Online Great Books–First Seminar

Last night the Online Great Books group that I joined had our first seminar. The purpose of this post is to describe, for those who may want to join the program, what a seminar is like. Admittedly, the sample size is small since I have only had the one seminar, but I wanted to write down my first impressions.

When you join Online Great Books program, you are sent a copy of the Online Great Books handbook, plus a copy of the book How To Read a Book by Mortimer Adler and Charles van Doren. There is a also a sheet which gives your first reading assignment.

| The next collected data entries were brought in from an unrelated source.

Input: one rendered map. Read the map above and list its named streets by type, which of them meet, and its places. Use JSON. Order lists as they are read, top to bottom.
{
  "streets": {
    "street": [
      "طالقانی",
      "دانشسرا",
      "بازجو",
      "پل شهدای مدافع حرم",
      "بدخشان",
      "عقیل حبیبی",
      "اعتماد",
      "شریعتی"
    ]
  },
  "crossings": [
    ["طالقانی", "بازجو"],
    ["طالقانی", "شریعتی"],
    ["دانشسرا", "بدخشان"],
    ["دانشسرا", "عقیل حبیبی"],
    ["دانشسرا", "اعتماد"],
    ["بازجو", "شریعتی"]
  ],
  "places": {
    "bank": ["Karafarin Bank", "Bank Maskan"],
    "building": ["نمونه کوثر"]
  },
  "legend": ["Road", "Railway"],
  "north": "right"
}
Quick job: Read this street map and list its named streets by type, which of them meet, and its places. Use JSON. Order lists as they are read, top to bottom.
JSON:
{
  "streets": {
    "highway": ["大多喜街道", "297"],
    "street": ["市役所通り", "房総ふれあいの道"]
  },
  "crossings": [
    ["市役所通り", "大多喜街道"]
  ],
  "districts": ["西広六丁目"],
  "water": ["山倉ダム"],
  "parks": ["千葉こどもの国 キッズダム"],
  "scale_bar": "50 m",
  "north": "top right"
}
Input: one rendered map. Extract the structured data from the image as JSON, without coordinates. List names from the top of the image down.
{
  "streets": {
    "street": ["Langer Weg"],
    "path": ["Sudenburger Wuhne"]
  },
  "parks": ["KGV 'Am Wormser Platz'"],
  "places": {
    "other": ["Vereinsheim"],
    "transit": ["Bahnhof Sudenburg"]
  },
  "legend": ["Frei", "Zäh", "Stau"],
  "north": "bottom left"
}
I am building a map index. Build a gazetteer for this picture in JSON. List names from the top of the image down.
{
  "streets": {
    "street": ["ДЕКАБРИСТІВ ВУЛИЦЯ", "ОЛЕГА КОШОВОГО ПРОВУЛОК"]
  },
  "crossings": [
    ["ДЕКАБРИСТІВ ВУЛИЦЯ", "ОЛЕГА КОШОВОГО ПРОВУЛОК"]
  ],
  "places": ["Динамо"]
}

I was expecting the first seminar to be about Mortimer Adler’s book, but it covered the material in the handbook.

Scott Hambrick, who owns the Online Great Books company, led the first seminar, and he went over some mechanics of how the Slack app (which is the portal for online written discussions) works, and then how the Zoom app (which is the portal for online conversations) works.

I didn’t realize that the OMB program offered a lot more than just seminars about the Great Books. The seminars are not recorded, but there are courses which are available which are recorded on set topics such as:

  • Close reading of a text
  • Socratic method: how to use the dialectic to get at the truth

I was excited by the fact that this extra content is free, in other words, it comes with the price of your subscription. Our particular seminar has a special number to differentiate it from other seminars that meet at other times (essentially containing members who joined earlier than we did, and so are on later books in the Great Books series). However, we can interact with members of other seminars by subscribing to channels that cover topics, like

  • Learning Ancient Greek
  • Learning Latin

I am excited because this culture blog will be an outlet for my notes on the readings and the seminars. It is also an opportunity to prepare articles of interest to the group that can be shared in what is called a colloquium. One caveat, however, is that any personal matters shared in the seminars are private, and so I will not allude to them in my posts out of respect for the members.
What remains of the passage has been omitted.